Sirisha Gaddipati, MD1, Kimberlee Woo Ling, MBBS2, Eric F. Martin, MD3 1University of Miami Health System, Miami, FL; 2Queen's University, Miami, FL; 3University of Miami Miller School of Medicine at Jackson Memorial Hospital, Miami, FL Introduction: Sickle cell disease (SCD) has been well-described to cause chronic liver injury, with cirrhosis in up to 30% of patients. Acute liver failure (ALF) however is a fatal complication of sickle cell hepatopathy, and there is limited data on optimal management strategies. We present a case of SCD-associated ALF, with clinical improvement from therapeutic plasma exchange (TPE).
Case Description/
Methods: A 63-year-old woman with reported sickle cell trait was admitted to the intensive care with fever (101.2 F), hypotension. Laboratory studies showed hemoglobin 7.3 mg/dL, creatinine 4.10 mg/dL lactic acid 13.5 mmol/L, and INR 1.8. Liver enzymes peaked with ALT 10367 u/L, AST 4813 u/L, ALP 82 u/L and total bilirubin 5.1 mg/dL. Computed tomography showed hepatomegaly with edematous and heterogenous parenchyma. Workup for viral, drug, and inherited causes of liver disease were negative. Parvovirus B19 returned positive. She developed hepatic encephalopathy (HE) with INR 4.38, diagnostic for ALF, with worsening MELD score of 40, prompting liver transplantation (LT) workup. Hemoglobin electrophoresis confirmed hemoglobin SC (HbSC) disease, supportive of ALF due to sickle cell crisis, and aplastic crisis due to parvovirus infection. The patient deteriorated despite red blood cell exchange (RBCE), thus TPE was initiated in addition to renal replacement therapy with clinical improvement and resolution of HE and renal failure (Figure 1). MELD decreased to 14 by discharge, supporting a successful response to TPE without need for LT. Discussion: ALF is a potentially fatal consequence of acute sickle cell crisis. TPE removes pro-inflammatory cytokines and complements associated with erythrocyte sickling and is postulated to provide additional benefit to RBCE. However, the use of TPE for ALF due to SCD is limited to case reports in the literature, with one prior case series suggesting a survival benefit in patients with multiorgan failure secondary to SCD refractory to RBCE. TPE is used for drug or viral induced ALF and has been shown to improve survival in patients as well as serve as a bridge to LT—however, it has not been specifically studied in SCD-related ALF, a unique population with marked morbidity and mortality rates associated with LT. Identifying cases of SCD-associated ALF and indications for TPE can have significant implications for future management.
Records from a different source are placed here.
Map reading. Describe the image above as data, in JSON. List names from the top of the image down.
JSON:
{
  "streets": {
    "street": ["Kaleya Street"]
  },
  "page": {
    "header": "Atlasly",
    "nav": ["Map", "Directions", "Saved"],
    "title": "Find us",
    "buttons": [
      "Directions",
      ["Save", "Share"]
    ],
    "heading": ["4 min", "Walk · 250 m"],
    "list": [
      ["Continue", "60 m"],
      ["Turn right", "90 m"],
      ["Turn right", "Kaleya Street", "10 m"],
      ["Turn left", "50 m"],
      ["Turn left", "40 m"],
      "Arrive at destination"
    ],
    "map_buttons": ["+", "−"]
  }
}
Figure: Figure 1: Model of End Stage Liver Disease (MELD) lab values during patient’s hospitalization. Lab values include aspartate aminotransferase (AST), alanine transaminase (ALT), total bilirubin, serum creatinine (Cr), and International Normalized Ratio (INR). MELD labs peaked on Day 4 of hospitalization, the day that therapeutic plasma exchange (TPE) was initiated and improved afterwards.
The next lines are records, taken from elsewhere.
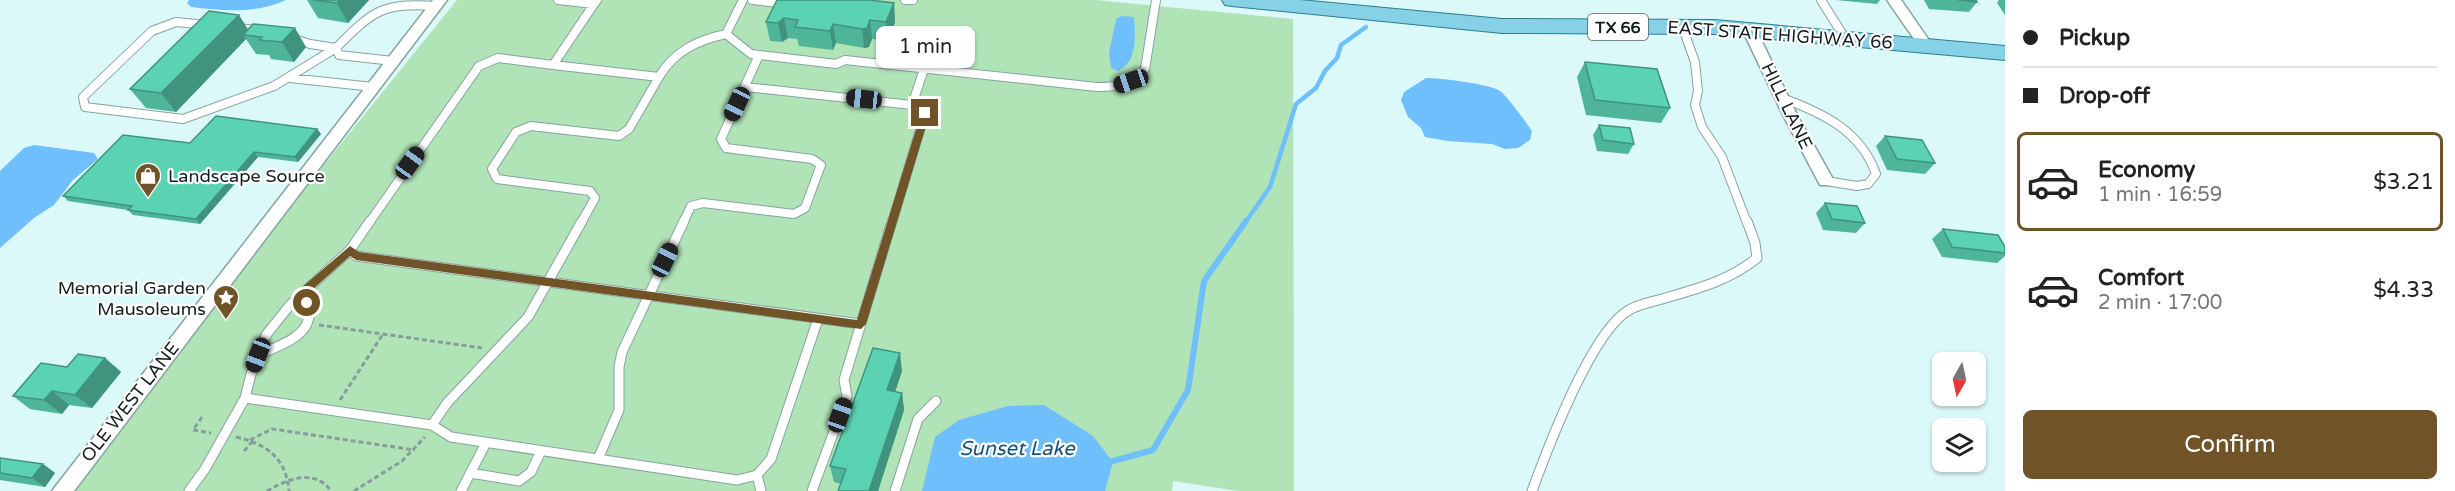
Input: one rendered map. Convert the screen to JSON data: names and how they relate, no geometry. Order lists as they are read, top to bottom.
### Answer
{
  "streets": {
    "main road": ["TX 66", "EAST STATE HIGHWAY 66"],
    "street": ["HILL LANE", "OLE WEST LANE"]
  },
  "crossings": [
    ["EAST STATE HIGHWAY 66", "HILL LANE"]
  ],
  "water": ["Sunset Lake"],
  "places": {
    "shop": ["Landscape Source"],
    "place": ["Memorial Garden Mausoleums"]
  },
  "north": "bottom",
  "page": {
    "banner": ["Pickup", "Drop-off"],
    "bubble": "1 min",
    "list": [
      {
        "name": "Economy",
        "note": "1 min · 16:59",
        "value": "$3.21"
      },
      {
        "name": "Comfort",
        "note": "2 min · 17:00",
        "value": "$4.33"
      }
    ],
    "buttons": "Confirm"
  }
}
Disclosures: Sirisha Gaddipati indicated no relevant financial relationships. Kimberlee Woo Ling indicated no relevant financial relationships. Eric Martin indicated no relevant financial relationships.
Sirisha Gaddipati, MD1, Kimberlee Woo Ling, MBBS2, Eric F. Martin, MD3. P3884 - Therapeutic Plasma Exchange for Treatment of Sickle Cell-Related Acute Liver Failure, ACG 2025 Annual Scientific Meeting Abstracts. Phoenix, AZ: American College of Gastroenterology.